(Stored items)
▬▬▬▬▬▬▬▬▬▬

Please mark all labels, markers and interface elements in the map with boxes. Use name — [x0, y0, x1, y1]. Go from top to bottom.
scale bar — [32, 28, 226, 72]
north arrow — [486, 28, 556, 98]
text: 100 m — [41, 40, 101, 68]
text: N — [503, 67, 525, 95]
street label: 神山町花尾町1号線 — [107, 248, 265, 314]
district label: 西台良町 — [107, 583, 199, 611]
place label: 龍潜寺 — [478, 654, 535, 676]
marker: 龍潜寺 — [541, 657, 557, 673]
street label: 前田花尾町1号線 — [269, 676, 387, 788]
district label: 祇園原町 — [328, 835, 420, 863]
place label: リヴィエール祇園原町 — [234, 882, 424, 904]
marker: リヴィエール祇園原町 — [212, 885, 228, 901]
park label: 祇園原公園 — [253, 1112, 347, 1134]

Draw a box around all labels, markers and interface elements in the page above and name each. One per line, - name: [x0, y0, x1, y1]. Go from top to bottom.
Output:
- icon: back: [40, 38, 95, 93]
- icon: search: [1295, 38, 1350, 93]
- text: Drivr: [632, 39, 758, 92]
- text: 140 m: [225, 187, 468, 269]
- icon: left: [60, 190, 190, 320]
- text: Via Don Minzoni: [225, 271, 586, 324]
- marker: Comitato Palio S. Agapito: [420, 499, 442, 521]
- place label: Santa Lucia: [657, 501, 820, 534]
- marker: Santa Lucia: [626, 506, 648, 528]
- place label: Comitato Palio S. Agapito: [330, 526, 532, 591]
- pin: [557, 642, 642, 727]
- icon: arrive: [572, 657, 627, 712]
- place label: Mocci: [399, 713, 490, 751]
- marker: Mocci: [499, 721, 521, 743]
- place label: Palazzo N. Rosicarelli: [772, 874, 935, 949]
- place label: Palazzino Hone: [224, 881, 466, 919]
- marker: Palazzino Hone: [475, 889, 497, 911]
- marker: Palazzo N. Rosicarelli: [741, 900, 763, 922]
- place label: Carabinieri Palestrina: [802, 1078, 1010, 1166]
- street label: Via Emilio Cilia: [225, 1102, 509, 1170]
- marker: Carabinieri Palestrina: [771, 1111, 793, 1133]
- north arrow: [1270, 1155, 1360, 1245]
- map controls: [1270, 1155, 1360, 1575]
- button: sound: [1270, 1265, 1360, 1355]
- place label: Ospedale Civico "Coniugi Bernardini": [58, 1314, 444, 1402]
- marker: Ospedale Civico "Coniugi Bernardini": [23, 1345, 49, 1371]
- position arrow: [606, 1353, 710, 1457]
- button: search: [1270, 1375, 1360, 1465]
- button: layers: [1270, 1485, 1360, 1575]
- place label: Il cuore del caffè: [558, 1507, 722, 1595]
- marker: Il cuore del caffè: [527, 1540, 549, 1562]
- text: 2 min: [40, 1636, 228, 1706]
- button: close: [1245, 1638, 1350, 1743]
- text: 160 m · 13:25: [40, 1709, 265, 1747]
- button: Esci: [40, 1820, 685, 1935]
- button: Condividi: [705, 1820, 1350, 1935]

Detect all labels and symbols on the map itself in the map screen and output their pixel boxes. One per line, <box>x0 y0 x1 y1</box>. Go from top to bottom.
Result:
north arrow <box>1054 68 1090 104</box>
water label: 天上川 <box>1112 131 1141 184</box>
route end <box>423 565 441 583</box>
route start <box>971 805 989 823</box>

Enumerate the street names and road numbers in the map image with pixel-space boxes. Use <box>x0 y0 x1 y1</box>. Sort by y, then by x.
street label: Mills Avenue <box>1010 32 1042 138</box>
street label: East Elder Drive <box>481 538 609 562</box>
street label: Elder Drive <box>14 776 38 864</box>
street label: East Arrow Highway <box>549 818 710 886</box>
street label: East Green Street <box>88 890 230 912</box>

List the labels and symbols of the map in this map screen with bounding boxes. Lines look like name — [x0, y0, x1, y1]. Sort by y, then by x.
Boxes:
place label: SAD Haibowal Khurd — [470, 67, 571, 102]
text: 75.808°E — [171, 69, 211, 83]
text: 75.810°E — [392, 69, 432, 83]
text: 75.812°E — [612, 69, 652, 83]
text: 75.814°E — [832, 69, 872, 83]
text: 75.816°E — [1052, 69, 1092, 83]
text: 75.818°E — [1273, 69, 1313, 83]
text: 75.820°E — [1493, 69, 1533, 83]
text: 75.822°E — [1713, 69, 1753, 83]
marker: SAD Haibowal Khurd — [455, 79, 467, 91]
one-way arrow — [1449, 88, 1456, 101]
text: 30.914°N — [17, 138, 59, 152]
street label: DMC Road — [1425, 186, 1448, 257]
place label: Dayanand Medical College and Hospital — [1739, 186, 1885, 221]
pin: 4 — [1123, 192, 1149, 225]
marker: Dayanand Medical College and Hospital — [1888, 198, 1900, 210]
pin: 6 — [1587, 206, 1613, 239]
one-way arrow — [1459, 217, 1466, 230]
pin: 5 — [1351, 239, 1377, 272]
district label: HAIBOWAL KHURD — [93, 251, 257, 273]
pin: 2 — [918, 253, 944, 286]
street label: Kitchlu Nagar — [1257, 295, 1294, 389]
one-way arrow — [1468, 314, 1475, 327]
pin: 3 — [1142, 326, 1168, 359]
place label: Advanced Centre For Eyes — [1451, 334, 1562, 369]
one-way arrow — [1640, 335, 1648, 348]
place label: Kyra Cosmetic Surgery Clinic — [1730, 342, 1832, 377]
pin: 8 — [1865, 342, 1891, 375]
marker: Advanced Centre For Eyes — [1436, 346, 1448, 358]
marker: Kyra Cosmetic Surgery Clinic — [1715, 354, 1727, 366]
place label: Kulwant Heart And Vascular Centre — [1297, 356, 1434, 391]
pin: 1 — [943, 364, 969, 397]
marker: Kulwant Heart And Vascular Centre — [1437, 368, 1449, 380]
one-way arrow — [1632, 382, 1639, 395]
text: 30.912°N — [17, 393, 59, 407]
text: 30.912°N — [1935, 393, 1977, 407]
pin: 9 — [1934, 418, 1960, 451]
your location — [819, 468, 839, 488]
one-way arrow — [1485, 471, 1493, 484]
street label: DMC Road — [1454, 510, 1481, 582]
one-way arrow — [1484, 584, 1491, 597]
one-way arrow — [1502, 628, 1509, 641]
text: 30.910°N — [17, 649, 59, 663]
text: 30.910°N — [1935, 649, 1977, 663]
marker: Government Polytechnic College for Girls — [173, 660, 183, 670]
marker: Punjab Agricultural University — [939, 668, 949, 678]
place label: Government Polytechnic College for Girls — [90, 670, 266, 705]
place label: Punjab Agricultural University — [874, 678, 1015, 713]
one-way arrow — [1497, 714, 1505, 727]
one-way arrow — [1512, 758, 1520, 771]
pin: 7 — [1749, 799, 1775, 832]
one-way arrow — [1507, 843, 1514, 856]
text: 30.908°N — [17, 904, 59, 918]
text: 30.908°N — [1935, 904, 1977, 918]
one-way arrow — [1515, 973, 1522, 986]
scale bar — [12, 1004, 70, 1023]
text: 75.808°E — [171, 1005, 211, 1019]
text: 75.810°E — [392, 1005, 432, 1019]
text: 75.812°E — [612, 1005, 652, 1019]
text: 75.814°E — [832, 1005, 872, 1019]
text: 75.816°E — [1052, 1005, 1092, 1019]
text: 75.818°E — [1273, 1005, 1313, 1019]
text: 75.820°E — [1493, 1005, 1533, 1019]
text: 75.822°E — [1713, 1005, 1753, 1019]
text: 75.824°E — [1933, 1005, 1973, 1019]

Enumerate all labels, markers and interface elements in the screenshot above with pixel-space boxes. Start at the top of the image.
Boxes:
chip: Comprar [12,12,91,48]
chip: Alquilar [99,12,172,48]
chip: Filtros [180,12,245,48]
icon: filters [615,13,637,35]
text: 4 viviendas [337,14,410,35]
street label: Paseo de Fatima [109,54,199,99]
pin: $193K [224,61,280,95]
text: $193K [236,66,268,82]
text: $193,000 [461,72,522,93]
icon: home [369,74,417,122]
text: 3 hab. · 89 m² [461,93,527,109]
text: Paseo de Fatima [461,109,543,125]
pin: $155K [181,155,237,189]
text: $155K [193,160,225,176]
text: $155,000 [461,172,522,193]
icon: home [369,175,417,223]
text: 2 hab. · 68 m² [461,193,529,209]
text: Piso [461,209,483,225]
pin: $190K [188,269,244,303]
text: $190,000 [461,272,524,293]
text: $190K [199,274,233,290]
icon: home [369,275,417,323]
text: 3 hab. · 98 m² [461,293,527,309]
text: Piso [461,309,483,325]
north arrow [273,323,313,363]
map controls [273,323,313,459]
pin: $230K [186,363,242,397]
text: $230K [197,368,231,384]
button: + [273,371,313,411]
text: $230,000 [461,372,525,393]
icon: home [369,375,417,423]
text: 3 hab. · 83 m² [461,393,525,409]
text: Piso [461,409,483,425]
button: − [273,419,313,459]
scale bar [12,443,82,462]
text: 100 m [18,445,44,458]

▬▬▬▬▬▬▬▬▬▬

◆ Exercise aim
Consider the string "Comitato". State how many lines of the data contain it, giving the number alone.

◆ Exercise output
2